**WHAT NEEDS TO BE DONE:** Copy every line of the data below exactly as given, except for the pictures.

**THE DATA:**
★ ★ ★ ★ ★ ★ ★
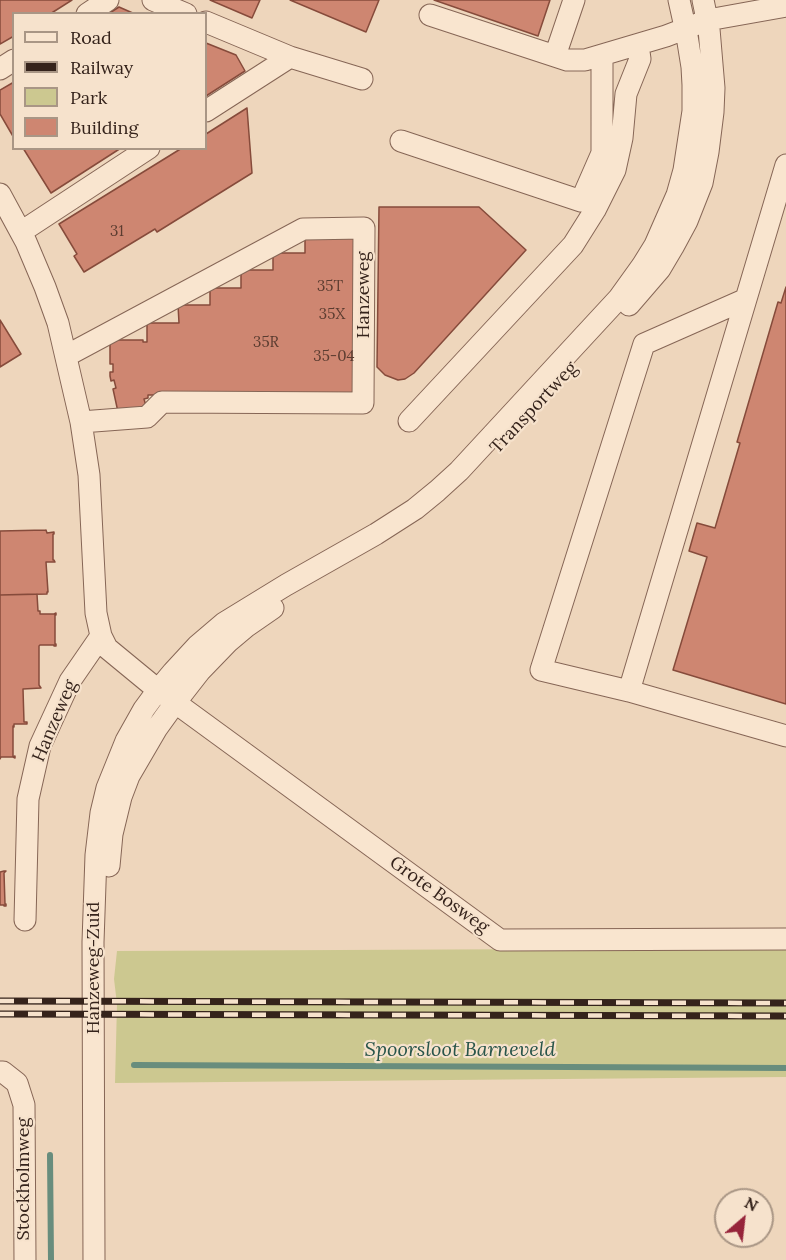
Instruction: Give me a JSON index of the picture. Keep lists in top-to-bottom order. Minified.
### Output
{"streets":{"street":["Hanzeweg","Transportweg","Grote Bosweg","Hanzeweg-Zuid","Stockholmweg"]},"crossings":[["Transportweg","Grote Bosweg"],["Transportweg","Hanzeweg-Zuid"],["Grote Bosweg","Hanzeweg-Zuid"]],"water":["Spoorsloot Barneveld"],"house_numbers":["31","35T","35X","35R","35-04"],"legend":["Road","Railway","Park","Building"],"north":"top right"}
★ ★ ★ ★ ★ ★ ★
**RESULT:**
Instruction: Give me a JSON index of the picture. Keep lists in top-to-bottom order. Minified.
### Output
{"streets":{"street":["Hanzeweg","Transportweg","Grote Bosweg","Hanzeweg-Zuid","Stockholmweg"]},"crossings":[["Transportweg","Grote Bosweg"],["Transportweg","Hanzeweg-Zuid"],["Grote Bosweg","Hanzeweg-Zuid"]],"water":["Spoorsloot Barneveld"],"house_numbers":["31","35T","35X","35R","35-04"],"legend":["Road","Railway","Park","Building"],"north":"top right"}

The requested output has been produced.